Tyler, you sir are about to get ****ed!










I will post more pics tonight as I get home.

But two people whom I thought were above this just could not leave well enough alone.

Kapathy and Shuckins.

he destruction you have brought on to yourselves is just beyond what you can imagine.

Shuckins, I could not bring myself to open your package from which you packed in a zip lock bag, but I think and correct me if I am wrong, it was chicken bones and chicken skin...

Either way, I love you all and do not fear, I have nothing really planed, MUHAHAHAHAHAHAH!


----------



## sdlaird (Mar 15, 2011)

That's funny schmidt!


----------



## Guest (Apr 5, 2012)

Oh that's awful!!!! Why would anyone do that?!?!


----------



## hachigo (Feb 14, 2012)

Congratulations Moosey, you surely deserved all those wonderful gifts :rofl:


----------



## max gas (Apr 11, 2011)

A food bomb, how thoughtful!

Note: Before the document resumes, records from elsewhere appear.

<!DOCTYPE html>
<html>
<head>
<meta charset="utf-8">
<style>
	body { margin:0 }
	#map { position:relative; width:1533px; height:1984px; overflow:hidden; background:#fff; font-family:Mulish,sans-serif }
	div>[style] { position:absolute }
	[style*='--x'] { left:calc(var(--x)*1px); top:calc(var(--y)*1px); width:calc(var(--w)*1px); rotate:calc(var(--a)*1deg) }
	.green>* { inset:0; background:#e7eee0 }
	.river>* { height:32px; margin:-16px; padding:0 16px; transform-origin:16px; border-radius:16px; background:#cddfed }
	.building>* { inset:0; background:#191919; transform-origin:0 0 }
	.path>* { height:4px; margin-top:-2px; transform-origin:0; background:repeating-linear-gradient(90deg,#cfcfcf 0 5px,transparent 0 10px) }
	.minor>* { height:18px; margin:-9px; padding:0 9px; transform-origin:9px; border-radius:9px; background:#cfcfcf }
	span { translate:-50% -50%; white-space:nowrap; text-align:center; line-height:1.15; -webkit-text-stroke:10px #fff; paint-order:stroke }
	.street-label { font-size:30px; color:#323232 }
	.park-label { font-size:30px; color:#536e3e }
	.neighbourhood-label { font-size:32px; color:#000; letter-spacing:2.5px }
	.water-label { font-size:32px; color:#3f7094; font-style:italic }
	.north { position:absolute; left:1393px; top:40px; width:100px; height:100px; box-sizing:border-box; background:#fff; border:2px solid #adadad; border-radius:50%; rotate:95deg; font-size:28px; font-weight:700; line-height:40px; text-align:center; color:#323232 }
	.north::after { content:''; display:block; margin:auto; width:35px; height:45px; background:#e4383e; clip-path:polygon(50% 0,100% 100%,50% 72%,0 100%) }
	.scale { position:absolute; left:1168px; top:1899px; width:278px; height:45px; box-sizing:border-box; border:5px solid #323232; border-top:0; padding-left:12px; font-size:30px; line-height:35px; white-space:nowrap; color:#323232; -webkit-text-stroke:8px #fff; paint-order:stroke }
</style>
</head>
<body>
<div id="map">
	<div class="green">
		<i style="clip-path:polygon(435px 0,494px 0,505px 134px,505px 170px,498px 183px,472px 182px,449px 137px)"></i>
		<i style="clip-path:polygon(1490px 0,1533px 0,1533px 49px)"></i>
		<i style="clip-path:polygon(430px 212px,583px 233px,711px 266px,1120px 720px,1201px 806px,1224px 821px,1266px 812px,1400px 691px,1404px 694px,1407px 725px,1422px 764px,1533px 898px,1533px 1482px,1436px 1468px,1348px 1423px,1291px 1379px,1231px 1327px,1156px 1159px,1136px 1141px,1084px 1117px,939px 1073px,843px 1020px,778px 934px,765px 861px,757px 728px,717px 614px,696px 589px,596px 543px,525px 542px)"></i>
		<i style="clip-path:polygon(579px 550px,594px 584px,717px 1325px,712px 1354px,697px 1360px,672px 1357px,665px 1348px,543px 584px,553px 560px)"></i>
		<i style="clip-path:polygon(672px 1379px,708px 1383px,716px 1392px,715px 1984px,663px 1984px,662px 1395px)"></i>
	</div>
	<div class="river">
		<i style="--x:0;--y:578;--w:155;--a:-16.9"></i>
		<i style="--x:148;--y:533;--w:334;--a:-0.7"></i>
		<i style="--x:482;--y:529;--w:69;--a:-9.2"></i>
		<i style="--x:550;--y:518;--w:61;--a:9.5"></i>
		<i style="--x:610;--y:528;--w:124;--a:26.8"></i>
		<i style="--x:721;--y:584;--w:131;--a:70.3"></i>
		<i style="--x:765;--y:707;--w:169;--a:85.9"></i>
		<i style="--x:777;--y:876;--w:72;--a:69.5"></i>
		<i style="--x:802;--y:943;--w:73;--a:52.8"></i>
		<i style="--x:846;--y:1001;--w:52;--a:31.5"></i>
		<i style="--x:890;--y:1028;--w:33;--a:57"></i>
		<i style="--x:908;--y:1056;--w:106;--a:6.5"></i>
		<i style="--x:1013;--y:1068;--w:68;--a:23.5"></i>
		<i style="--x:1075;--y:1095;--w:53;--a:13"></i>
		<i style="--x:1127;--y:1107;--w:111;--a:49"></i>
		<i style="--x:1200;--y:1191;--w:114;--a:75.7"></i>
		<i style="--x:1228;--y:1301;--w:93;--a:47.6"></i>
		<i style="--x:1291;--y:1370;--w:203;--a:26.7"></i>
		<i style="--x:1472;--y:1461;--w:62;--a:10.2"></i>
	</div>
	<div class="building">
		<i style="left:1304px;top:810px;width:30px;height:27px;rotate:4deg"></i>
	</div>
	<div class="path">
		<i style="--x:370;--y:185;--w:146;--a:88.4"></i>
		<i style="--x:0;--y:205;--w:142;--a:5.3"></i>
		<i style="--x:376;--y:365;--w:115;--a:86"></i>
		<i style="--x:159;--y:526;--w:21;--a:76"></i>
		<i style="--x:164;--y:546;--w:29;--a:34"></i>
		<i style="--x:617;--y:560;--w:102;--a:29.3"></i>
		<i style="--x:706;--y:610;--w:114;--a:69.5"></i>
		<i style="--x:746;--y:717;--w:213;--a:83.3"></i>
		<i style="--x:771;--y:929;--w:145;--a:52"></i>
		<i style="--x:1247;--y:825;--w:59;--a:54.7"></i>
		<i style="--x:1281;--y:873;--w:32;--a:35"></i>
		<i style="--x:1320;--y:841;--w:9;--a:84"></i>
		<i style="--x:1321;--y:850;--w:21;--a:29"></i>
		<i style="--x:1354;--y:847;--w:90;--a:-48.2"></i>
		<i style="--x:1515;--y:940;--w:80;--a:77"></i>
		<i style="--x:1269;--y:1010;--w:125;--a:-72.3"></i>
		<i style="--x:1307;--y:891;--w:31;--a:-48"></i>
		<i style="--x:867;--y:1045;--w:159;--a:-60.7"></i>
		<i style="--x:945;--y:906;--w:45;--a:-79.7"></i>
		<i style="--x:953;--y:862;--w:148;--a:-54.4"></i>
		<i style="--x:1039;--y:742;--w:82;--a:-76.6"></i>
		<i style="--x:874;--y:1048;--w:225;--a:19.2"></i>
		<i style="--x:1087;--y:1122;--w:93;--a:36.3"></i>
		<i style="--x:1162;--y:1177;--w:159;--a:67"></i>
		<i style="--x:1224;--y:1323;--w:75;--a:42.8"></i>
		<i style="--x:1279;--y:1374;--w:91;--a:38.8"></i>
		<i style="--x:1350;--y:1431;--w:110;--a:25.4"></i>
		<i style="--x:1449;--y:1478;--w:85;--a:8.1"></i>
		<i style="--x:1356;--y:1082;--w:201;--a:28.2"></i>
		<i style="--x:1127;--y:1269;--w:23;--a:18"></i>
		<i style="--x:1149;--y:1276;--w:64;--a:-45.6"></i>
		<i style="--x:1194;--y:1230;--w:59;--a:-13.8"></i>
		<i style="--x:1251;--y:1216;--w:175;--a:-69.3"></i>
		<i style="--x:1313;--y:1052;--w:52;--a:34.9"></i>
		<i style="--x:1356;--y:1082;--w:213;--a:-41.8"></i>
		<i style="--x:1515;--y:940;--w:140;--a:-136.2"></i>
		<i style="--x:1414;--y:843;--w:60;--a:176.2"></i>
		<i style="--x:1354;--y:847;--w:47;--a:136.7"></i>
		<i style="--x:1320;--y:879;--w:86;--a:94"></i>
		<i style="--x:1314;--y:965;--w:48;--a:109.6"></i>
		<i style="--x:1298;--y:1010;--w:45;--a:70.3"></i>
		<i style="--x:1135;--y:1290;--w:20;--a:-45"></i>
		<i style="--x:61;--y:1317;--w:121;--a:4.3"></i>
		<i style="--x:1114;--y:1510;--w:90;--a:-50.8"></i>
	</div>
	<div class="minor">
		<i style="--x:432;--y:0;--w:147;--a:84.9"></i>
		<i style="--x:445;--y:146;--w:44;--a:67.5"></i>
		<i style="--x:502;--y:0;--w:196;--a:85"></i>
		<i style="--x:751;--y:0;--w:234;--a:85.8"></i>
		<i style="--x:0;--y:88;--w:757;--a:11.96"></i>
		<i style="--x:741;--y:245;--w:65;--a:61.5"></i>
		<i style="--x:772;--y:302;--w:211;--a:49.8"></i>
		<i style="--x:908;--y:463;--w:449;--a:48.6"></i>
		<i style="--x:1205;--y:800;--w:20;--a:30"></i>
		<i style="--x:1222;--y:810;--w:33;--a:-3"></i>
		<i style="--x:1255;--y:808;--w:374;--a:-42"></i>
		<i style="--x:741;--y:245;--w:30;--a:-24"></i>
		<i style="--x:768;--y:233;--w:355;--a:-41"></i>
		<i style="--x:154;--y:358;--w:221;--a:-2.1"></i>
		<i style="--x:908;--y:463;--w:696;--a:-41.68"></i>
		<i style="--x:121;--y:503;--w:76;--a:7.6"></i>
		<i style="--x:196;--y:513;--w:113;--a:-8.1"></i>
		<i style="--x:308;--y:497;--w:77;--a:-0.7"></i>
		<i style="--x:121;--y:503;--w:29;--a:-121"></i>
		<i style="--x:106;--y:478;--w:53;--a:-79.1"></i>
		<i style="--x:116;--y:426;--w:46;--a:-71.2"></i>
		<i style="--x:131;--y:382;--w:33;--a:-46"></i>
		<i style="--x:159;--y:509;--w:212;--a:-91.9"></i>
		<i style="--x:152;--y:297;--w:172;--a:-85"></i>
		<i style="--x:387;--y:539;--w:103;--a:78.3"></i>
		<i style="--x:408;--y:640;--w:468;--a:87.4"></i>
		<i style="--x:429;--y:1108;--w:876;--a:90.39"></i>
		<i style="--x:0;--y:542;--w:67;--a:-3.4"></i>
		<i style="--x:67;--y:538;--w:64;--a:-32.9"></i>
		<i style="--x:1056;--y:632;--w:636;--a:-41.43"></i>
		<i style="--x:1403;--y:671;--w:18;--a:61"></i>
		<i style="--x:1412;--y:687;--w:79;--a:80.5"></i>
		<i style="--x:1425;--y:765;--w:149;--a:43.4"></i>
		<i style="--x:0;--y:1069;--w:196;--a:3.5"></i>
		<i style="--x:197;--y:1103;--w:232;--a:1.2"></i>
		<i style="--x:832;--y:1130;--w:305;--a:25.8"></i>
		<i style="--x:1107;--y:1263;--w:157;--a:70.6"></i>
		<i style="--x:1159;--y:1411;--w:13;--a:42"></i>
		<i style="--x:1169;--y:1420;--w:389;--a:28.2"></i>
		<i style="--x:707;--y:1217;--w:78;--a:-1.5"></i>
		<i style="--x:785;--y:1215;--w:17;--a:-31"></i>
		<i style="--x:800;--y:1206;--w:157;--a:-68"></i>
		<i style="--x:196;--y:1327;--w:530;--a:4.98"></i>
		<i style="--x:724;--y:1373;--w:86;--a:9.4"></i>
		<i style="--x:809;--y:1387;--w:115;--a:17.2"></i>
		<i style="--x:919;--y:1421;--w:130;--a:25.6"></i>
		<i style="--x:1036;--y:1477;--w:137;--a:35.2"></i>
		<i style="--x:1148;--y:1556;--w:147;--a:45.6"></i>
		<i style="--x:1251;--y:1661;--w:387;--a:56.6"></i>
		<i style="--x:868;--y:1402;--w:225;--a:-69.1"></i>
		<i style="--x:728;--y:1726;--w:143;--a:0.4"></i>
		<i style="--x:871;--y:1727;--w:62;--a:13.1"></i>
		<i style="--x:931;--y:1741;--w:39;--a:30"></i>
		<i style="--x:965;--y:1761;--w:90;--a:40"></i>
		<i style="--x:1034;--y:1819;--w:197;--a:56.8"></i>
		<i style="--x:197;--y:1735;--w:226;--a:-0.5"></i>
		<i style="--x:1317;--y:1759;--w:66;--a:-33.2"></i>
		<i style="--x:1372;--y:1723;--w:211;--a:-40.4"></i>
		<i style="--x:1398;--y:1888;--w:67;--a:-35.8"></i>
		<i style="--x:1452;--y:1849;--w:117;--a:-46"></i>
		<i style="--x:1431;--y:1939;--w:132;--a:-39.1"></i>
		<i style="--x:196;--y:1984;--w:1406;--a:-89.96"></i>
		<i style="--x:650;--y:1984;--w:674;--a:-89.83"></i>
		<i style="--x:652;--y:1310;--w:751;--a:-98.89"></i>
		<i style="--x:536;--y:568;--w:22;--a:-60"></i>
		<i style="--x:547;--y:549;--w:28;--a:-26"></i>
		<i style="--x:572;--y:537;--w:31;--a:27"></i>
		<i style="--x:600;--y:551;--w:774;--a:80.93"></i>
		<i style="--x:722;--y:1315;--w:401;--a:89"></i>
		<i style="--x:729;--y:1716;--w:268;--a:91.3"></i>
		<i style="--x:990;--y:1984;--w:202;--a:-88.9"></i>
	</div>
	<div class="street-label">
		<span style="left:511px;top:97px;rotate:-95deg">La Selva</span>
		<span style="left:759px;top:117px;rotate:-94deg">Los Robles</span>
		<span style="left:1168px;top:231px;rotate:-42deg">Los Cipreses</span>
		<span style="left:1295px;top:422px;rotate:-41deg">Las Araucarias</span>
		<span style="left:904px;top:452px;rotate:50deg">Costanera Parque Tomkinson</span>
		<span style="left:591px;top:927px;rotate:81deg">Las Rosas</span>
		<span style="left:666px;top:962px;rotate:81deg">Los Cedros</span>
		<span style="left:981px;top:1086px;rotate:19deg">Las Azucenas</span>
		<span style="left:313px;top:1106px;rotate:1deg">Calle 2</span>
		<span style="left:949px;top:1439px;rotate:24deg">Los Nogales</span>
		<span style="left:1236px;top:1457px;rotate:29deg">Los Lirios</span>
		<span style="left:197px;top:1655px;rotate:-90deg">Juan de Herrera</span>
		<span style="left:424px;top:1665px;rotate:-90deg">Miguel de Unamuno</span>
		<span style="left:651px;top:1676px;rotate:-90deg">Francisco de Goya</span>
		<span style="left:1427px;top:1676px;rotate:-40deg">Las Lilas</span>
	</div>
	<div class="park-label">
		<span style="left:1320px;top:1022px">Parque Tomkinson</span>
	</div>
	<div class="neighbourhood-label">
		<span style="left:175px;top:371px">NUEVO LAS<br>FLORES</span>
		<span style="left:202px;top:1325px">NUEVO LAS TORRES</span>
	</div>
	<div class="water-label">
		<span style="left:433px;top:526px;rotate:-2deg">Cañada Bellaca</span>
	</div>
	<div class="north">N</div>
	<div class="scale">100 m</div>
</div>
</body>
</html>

Well done Vherf'ers . 

Enjoy all those yummy treats Brent :biglaugh:


----------



## Michigan_Moose (Oct 11, 2011)

Keep laughing all of you.... I will have my day of revenge.


----------



## Staxed (Oct 16, 2011)

lmao, that's hilarious


----------



## Pianoman178 (Oct 16, 2011)

Bahahahahaahahahaahaha! Genius!

Moose will never go hungry again?


----------



## Guest (Apr 5, 2012)

You're slacking on the pictures! BTW, a review of each package is in order! ound:



Just kidding... please, if you value your insides, don't eat any of it


----------



## foster0724 (Jun 9, 2010)

And don't think you're done yet


----------



## David_ESM (May 11, 2011)

Yum yum.


----------



## TommyTree (Jan 7, 2012)

This turned out better than I hoped, and it's not over!


----------



## Goldstein (Mar 7, 2012)

Its not NEAR over...


----------



## ouirknotamuzd (Jan 29, 2011)

sweet..now I know what to do with all those leftovers in the fridge I have no intention of eating....it'll be eco-friendly and save space in the landfill and be incredibly funny at the same time.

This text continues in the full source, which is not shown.